Plattformen unterstützen Initiatoren von Petitionen

Was auffällt: Immer wieder gelingt es mithilfe von Online-Petitionen, für lokale Anliegen erstaunlich viel Aufmerksamkeit zu generieren. Bei der Petitionsplattform "Innn.it" läuft derzeit eine Petition zum Erhalt eines Tierheims im hessischen Gelnhausen. Mehr als 50.000 Menschen haben unterzeichnet. Das sind mehr als doppelt so viele, wie in dem Ort leben.

Auch die Boulderhalle in Würzburg hat nach Angaben ihrer Betreiber weniger regelmäßige Besucher als Unterstützer bei der Petition. Andreas Schmitt erklärt sich das unter anderem damit, dass die Boulder- und Kletterszene eng vernetzt ist. Die Halle werde von vielen sozialen Trägern genutzt.

Gleichzeitig versuchen Plattformen wie "Change.org" Petitionen zu "streuen". Sie nutzen zum Beispiel Mailverteiler, die sich gezielt an Nutzer der Plattform richten, die aus einer bestimmten Region stammen. Die Plattform "Innn.it" berichtet, dass sie die Initiatoren von Petitionen auch regional bei der Pressearbeit unterstützt.
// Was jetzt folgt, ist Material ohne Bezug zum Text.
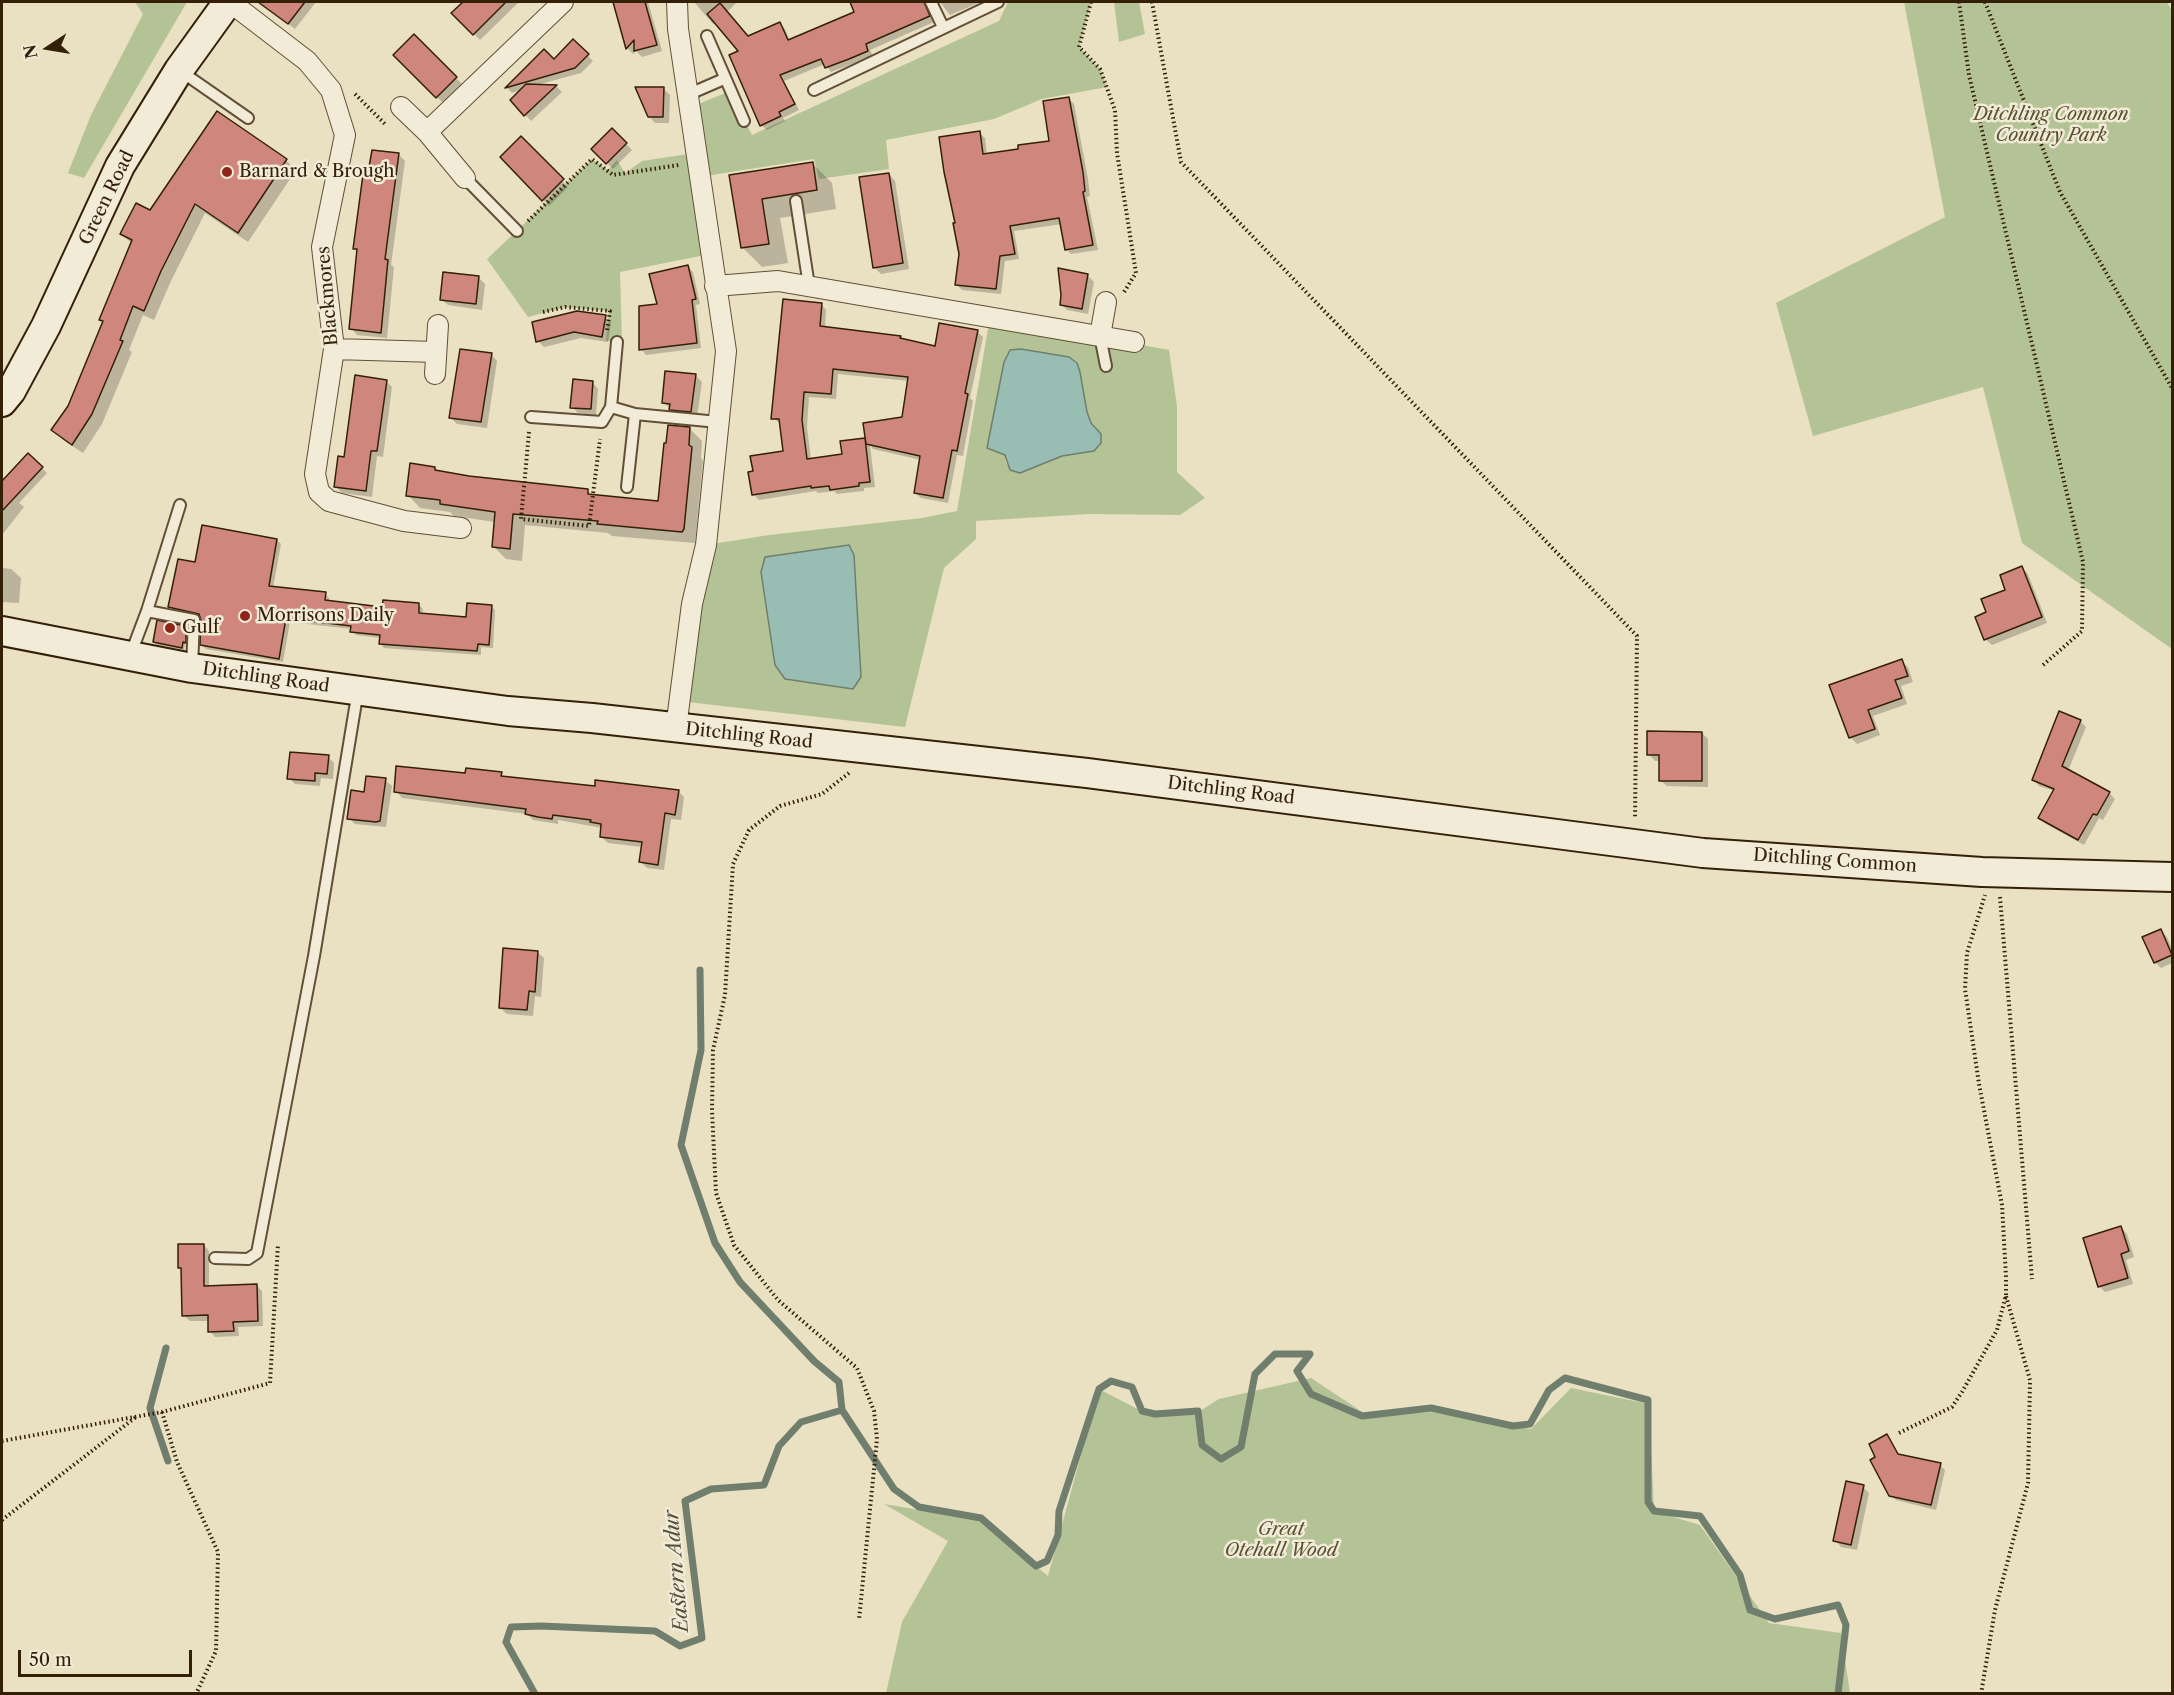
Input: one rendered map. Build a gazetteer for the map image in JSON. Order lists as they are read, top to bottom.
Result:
{
  "streets": {
    "main road": ["Green Road", "Ditchling Road", "Ditchling Common"],
    "street": ["Blackmores"]
  },
  "crossings": [
    ["Green Road", "Blackmores"],
    ["Ditchling Road", "Ditchling Common"]
  ],
  "water": ["Eastern Adur"],
  "parks": ["Ditchling Common Country Park", "Great Otehall Wood"],
  "places": ["Barnard & Brough", "Morrisons Daily", "Gulf"],
  "scale_bar": "50 m",
  "north": "left"
}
Streit um Boulderhalle bislang nicht gelöst

Offen ist, ob die Petition im Fall der Würzburger Boulderhalle zu einer Einigung behilft. Der Fall hat lokal viel Aufmerksamkeit erregt. Stadträte und auch Landtagsabgeordnete meldeten sich bei den Betreibern. Doch der neue Vermieter fühlt sich falsch dargestellt.
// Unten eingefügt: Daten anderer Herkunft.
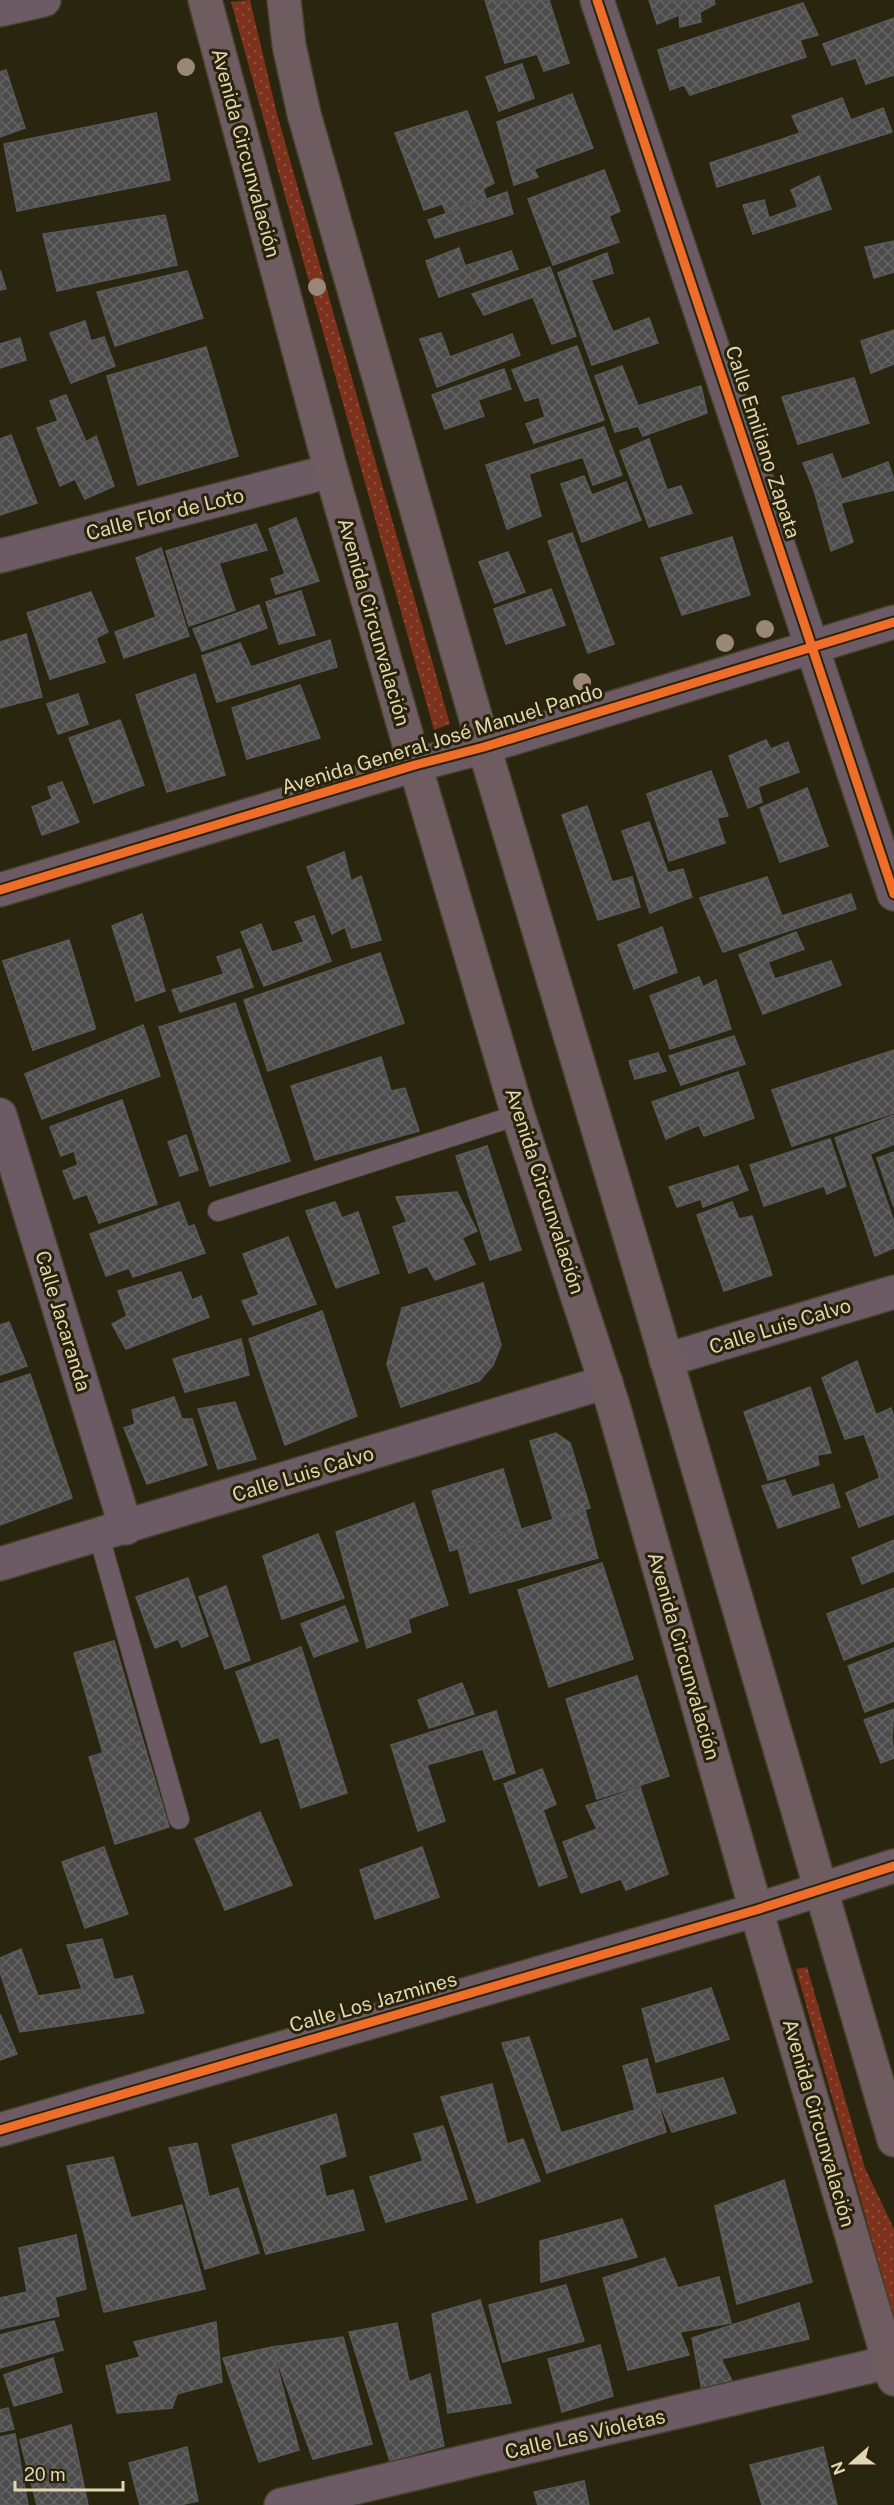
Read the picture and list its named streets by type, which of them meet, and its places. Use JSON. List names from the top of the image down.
{
  "streets": {
    "highway": ["Avenida Circunvalación"],
    "street": [
      "Calle Emiliano Zapata",
      "Calle Flor de Loto",
      "Avenida General José Manuel Pando",
      "Calle Jacaranda",
      "Calle Luis Calvo",
      "Calle Los Jazmines",
      "Calle Las Violetas"
    ]
  },
  "crossings": [
    ["Avenida Circunvalación", "Calle Flor de Loto"],
    ["Avenida Circunvalación", "Avenida General José Manuel Pando"],
    ["Avenida Circunvalación", "Calle Luis Calvo"],
    ["Avenida Circunvalación", "Calle Los Jazmines"],
    ["Avenida Circunvalación", "Calle Las Violetas"],
    ["Calle Emiliano Zapata", "Avenida General José Manuel Pando"],
    ["Calle Jacaranda", "Calle Luis Calvo"]
  ],
  "scale_bar": "20 m",
  "north": "left"
}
Von seinem Anwalt heißt es: Die Petition habe die Fronten verhärtet. Es habe unter anderem beleidigende Kommentare gegeben. Bei der Petition handele es sich um eine "ausschließlich auf Emotionen zielende" Aktion. Anstelle der Boulderhalle beabsichtige der Vermieter derzeit eine Werkstatt zu errichten.